▸ **TASK PROMPT**
Every line below between the line holding "M 325,85 L 378,103" and the line holding "M 341,1097 L", inclusive, should be repeated exactly, and all other lines omitted.

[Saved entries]
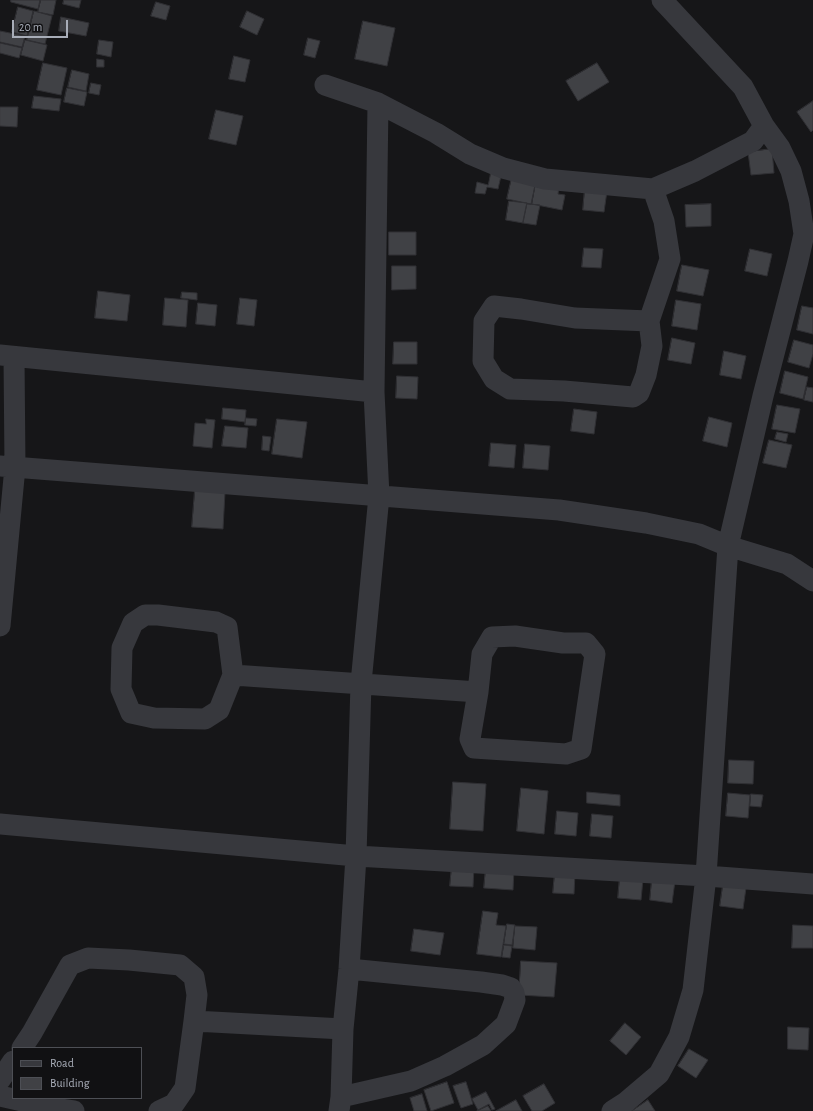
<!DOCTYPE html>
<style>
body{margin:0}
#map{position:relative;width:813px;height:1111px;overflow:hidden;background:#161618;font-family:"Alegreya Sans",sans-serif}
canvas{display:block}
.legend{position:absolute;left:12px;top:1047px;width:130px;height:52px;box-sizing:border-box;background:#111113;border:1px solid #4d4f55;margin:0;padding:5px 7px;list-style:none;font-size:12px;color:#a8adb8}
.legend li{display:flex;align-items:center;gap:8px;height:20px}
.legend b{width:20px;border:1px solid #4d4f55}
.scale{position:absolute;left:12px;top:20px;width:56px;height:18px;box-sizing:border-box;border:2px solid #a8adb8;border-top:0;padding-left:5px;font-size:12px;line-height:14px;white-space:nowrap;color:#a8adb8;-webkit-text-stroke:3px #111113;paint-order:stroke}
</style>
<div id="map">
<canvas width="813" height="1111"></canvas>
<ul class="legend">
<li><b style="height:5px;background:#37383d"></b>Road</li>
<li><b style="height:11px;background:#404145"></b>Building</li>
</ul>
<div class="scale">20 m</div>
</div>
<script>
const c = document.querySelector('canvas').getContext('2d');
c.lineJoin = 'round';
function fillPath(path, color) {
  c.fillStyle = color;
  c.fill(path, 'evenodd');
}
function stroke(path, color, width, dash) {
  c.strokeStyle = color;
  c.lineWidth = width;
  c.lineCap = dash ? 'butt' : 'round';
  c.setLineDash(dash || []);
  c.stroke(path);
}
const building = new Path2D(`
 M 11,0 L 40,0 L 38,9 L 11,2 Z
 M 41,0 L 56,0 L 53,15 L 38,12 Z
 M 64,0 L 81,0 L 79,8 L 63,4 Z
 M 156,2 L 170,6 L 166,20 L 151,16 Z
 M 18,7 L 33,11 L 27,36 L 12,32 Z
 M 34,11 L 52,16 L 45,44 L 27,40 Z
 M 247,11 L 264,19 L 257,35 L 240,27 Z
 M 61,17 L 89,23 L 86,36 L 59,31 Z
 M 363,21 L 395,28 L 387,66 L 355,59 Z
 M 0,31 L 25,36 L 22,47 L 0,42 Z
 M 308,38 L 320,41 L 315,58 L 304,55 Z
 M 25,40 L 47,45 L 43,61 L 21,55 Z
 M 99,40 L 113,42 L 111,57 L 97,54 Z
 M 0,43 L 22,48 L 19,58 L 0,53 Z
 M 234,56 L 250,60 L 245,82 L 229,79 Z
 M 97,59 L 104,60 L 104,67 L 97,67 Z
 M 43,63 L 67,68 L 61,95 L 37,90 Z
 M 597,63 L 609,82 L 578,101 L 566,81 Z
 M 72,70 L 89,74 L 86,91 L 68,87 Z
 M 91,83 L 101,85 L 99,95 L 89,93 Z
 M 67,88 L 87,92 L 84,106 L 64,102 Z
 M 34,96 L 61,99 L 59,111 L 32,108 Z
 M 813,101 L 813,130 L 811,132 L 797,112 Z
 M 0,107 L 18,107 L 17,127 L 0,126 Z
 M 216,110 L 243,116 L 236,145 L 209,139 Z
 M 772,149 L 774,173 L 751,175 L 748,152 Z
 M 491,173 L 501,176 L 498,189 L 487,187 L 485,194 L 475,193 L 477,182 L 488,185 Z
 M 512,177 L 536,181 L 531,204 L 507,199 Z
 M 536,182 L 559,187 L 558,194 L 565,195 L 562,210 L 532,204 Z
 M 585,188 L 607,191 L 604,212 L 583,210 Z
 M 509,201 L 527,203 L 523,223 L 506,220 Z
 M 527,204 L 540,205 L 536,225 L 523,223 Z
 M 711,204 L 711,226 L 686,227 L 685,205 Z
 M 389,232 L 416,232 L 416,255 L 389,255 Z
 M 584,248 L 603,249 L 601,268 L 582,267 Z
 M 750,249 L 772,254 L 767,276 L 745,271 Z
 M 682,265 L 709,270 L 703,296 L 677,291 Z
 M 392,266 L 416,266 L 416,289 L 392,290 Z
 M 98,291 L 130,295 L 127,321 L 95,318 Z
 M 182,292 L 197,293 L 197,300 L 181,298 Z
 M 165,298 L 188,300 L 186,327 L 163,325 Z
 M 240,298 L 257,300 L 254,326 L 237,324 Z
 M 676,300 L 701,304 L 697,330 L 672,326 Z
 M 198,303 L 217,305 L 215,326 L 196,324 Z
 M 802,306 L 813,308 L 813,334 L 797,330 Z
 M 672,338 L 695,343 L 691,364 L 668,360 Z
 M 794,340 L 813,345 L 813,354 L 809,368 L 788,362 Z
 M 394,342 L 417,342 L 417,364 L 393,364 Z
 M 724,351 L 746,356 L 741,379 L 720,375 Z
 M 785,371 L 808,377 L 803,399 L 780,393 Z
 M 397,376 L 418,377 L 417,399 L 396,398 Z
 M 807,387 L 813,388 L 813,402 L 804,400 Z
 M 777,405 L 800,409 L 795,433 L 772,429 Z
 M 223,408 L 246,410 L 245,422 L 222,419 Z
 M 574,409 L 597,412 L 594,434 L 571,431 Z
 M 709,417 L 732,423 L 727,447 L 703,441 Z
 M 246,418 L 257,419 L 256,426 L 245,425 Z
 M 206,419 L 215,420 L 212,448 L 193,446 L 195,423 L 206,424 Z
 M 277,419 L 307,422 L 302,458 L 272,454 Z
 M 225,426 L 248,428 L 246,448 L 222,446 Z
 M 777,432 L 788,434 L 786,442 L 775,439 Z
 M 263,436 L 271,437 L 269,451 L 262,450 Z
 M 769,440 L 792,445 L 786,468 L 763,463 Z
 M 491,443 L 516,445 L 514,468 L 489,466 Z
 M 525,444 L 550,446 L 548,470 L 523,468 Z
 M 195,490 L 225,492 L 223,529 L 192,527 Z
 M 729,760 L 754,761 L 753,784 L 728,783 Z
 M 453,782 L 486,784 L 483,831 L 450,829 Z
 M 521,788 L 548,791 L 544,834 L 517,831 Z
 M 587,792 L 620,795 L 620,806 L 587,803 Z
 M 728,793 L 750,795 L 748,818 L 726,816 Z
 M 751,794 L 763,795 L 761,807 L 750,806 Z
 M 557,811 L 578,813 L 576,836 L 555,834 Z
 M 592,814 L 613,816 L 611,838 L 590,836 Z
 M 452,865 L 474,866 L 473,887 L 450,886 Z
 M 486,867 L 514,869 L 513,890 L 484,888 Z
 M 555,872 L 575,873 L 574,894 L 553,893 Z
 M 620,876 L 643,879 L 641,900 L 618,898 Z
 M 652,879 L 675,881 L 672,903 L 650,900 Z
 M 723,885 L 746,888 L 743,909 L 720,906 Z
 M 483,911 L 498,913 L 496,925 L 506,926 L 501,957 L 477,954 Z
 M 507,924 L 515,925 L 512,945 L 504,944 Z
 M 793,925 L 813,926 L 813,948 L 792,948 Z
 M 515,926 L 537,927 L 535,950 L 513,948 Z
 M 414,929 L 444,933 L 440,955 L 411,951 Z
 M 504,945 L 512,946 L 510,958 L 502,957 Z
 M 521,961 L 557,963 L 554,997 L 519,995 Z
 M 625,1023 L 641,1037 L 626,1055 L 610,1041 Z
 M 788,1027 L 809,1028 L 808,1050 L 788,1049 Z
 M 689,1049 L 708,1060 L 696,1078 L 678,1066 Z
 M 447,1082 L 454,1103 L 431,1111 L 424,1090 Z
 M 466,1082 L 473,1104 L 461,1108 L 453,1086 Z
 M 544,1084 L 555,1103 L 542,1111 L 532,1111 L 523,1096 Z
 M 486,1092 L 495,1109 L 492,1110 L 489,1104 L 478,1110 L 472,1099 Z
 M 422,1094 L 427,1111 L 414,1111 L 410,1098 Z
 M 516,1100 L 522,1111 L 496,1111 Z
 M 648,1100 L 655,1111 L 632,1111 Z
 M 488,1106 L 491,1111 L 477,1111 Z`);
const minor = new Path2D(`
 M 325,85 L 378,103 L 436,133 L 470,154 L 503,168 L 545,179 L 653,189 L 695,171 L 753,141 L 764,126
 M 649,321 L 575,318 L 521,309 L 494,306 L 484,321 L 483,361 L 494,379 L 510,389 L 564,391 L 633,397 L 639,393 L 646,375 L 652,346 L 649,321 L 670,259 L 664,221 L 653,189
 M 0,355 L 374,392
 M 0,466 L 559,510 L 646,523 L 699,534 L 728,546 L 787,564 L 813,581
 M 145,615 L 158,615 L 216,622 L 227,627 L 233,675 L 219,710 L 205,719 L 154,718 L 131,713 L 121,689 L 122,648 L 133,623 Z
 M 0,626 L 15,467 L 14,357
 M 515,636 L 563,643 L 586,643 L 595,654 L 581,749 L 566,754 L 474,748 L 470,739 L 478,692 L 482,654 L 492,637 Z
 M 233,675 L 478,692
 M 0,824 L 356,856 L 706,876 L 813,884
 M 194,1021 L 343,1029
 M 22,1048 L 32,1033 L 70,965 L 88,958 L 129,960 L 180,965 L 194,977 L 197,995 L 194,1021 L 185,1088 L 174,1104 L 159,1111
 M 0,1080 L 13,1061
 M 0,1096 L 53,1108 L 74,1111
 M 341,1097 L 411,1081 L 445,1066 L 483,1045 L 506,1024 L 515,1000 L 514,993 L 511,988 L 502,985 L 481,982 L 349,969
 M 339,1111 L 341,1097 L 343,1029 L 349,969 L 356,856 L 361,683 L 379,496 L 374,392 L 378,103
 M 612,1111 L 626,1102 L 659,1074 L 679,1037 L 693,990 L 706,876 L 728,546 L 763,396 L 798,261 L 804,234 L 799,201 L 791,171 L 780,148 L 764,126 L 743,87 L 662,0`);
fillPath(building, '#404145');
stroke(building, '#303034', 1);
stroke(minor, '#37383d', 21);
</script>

▸ **WORKED SOLUTION**
 M 325,85 L 378,103 L 436,133 L 470,154 L 503,168 L 545,179 L 653,189 L 695,171 L 753,141 L 764,126
 M 649,321 L 575,318 L 521,309 L 494,306 L 484,321 L 483,361 L 494,379 L 510,389 L 564,391 L 633,397 L 639,393 L 646,375 L 652,346 L 649,321 L 670,259 L 664,221 L 653,189
 M 0,355 L 374,392
 M 0,466 L 559,510 L 646,523 L 699,534 L 728,546 L 787,564 L 813,581
 M 145,615 L 158,615 L 216,622 L 227,627 L 233,675 L 219,710 L 205,719 L 154,718 L 131,713 L 121,689 L 122,648 L 133,623 Z
 M 0,626 L 15,467 L 14,357
 M 515,636 L 563,643 L 586,643 L 595,654 L 581,749 L 566,754 L 474,748 L 470,739 L 478,692 L 482,654 L 492,637 Z
 M 233,675 L 478,692
 M 0,824 L 356,856 L 706,876 L 813,884
 M 194,1021 L 343,1029
 M 22,1048 L 32,1033 L 70,965 L 88,958 L 129,960 L 180,965 L 194,977 L 197,995 L 194,1021 L 185,1088 L 174,1104 L 159,1111
 M 0,1080 L 13,1061
 M 0,1096 L 53,1108 L 74,1111
 M 341,1097 L 411,1081 L 445,1066 L 483,1045 L 506,1024 L 515,1000 L 514,993 L 511,988 L 502,985 L 481,982 L 349,969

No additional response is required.